Gekonnt parierte der Piratenschüler die Finte der „Roten Anna“. Die beiden lieferten sich ein Fechtduell im Vorhof des Schifffahrtsmuseums, das in der Ferienwoche kleine und große Besucher zur Piratenschule einlud. Dabei lernten die Gäste den Umgang mit dem (Plastik)Säbel und konnten sich dann abschließend im Zweikampf mit der „Roten Anna“ messen. „Der Spaß steht bei uns hier ganz im Vordergrund“, erklärt Vermittlungsinspektorin Stefanie Robl vom Museum Sønderjylland, die die Ferienveranstaltung vorbereitet hat. Allerdings wird den Kindern – sowie Eltern oder anderen Verwandten – auch einiges an Wissen über das Leben der Piraten und auf einem Schiff vermittelt.

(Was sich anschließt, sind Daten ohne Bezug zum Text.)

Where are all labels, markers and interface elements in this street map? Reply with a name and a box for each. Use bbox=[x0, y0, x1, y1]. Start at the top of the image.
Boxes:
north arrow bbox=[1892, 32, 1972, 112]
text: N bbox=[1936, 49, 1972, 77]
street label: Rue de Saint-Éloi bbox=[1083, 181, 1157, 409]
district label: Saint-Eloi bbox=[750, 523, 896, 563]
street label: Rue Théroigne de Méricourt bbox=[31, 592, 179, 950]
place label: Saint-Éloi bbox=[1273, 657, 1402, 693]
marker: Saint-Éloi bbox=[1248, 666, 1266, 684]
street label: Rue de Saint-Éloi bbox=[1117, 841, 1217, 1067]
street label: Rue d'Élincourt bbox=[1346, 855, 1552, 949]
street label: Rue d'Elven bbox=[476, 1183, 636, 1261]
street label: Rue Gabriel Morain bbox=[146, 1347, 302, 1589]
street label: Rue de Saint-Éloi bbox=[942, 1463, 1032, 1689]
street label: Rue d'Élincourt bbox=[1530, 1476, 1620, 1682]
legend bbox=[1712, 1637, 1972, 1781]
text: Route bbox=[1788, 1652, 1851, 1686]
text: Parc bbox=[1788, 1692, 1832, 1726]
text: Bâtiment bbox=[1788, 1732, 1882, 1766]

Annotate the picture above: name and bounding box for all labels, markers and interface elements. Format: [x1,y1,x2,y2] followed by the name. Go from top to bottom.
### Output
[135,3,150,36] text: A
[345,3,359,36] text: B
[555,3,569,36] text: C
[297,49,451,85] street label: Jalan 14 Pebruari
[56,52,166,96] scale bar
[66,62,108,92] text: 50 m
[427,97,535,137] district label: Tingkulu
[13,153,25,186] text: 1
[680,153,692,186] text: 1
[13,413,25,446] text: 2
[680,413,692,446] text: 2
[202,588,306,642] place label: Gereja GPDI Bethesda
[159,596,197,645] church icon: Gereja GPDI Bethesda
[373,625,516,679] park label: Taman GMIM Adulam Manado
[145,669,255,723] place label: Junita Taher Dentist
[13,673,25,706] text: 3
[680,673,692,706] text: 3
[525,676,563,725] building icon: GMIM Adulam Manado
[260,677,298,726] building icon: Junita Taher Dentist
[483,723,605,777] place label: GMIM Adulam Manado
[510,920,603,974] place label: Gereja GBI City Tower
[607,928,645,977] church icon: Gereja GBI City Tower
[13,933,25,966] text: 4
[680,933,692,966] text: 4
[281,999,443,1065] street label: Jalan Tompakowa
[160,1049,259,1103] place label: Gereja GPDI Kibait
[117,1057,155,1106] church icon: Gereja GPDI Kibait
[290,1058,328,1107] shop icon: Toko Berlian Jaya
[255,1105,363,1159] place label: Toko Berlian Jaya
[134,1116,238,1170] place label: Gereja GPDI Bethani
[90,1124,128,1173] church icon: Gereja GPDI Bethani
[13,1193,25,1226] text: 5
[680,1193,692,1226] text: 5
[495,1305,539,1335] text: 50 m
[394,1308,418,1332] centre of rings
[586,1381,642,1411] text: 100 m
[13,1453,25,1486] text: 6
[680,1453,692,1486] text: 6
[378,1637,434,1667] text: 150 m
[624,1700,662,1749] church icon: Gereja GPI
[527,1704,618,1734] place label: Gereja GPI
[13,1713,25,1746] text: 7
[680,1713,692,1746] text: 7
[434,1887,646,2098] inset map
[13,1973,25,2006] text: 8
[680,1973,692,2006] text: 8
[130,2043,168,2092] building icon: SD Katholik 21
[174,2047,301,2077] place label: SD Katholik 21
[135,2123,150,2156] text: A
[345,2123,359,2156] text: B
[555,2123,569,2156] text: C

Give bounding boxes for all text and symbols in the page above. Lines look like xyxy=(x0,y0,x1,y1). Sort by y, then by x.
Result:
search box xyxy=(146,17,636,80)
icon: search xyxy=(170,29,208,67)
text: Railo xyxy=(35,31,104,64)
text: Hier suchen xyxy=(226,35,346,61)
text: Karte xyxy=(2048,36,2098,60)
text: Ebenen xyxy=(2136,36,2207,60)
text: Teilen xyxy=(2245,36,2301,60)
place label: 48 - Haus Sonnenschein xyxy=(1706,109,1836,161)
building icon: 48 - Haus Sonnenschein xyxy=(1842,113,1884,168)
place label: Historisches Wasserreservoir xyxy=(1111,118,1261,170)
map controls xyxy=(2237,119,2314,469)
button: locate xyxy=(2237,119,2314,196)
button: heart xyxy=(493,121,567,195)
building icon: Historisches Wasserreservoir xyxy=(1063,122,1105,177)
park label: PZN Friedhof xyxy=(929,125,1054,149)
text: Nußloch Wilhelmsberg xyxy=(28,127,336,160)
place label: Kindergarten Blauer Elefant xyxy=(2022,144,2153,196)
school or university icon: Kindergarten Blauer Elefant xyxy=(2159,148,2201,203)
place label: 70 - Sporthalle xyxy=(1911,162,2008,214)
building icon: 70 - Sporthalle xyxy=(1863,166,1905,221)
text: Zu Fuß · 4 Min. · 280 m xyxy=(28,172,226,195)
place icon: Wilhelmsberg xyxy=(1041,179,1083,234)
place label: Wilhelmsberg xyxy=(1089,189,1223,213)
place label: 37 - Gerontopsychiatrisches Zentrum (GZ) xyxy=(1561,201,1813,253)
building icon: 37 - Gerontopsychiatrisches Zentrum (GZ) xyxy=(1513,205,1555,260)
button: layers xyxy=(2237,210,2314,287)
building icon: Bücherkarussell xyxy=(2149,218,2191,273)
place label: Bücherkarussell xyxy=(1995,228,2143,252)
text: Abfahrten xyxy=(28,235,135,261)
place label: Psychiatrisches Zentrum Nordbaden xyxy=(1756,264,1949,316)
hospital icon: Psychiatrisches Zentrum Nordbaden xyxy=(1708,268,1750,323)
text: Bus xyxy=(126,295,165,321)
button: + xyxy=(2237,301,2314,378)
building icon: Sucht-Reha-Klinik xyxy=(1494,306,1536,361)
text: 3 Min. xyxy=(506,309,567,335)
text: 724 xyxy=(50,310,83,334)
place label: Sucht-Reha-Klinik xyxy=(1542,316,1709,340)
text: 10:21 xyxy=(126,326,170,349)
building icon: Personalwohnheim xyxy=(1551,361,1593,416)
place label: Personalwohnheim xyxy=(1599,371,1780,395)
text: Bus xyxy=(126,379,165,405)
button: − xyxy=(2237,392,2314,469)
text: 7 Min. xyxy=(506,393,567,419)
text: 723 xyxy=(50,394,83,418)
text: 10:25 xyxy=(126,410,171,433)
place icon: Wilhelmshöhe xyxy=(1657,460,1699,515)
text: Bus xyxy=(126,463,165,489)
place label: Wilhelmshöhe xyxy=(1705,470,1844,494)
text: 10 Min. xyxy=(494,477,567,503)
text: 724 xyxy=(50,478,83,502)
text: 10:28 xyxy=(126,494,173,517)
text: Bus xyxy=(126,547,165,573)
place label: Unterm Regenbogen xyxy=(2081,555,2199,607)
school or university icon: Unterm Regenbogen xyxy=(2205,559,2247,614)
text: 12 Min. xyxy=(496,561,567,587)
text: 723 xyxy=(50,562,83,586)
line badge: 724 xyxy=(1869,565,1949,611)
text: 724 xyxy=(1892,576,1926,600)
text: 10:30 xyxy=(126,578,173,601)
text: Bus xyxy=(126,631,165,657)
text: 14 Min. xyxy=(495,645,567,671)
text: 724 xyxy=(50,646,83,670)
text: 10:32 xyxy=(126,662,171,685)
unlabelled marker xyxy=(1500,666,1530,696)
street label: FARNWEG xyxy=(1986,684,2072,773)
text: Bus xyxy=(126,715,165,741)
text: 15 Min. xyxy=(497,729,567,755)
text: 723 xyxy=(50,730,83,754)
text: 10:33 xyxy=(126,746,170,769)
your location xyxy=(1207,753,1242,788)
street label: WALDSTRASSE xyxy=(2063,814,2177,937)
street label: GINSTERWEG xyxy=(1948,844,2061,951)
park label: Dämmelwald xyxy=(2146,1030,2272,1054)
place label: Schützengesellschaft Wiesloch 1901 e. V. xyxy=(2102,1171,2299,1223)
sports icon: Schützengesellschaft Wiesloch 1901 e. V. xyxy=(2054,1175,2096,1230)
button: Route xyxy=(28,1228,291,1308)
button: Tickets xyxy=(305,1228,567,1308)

Das geschieht unter anderem bei der „Piratengeschichte“, die eine Mitarbeiterin des Museums vorträgt. Beim „Piratenmemory“ geht es um Begriffe wie zum Beispiel Kajüte oder Steuerbord und Backbord. Die Piratenschule findet in diesem Jahr zum zehnten Mal statt und hat sich im Laufe der Jahre immer weiter entwickelt, wie Stefanie Robl berichtet. „So haben wir heute zum Teil professionelle Schauspieler, die die Kinder begeistern. Und auch das Schminken machen heute gelernte Visagisten. Außerdem sind die Spiel- und Bastelangebote immer weiter angepasst worden“, berichtet die Museumsinspektorin. Insgesamt zehn Mitarbeiter und Helfer betreuen die Gäste.

Zu den Spiel- und Bastelangeboten gehören neben dem Fechten auch das Gestalten von Schiffen nach eigenen Vorstellungen. Dabei werden Bilder von historischen Schiffen (die in der Ausstellung zu sehen sind) mit eigenen ausgeschnittenen Bootsteilen ergänzt. Am Ende heißt es für die Piratenschüler dann noch, die Prüfung abzulegen. Dazu müssen sie in die „Kapitänskajüte“ im zweiten Stock begeben und dort die Fragen der Kapitänin beantworten. Die hervorragend zurechtgemachte Schauspielerin, einschließlich falscher langer Nase, fragt unter anderem nach dem richtigen Wort für „die Spitze des Schiffes“, wie sie sagt.
Können die kleinen Piraten die antworten, gibt es zum Schluss ein Diplom für die bestandene Prüfung.

Im Innenhof des Museums warten Kaffee, Kuchen und andere Leckereien auf die Besucher. Beim Goldsuchen kann die Zeit vertrieben werden. Ganz zufrieden ist Stefanie Robl mit der Veranstaltung jedoch noch nicht. „Wir haben normal um die 250 Besucher am Tag. Das haben wir am Montag leider nicht erreicht“, berichtet sie. Als Grund für die fehlenden Gäste sieht sie das gute Wetter, „das die Menschen nicht unbedingt in ein Museum ziehen lässt“, wie sie meint. Aber heute (Dienstag, Anm. d. Red.) kämen schon mehr Besucher, sagt sie. Das Museum ist in der Ferienwoche von 10 bis 15 Uhr für die kleinen Piraten geöffnet.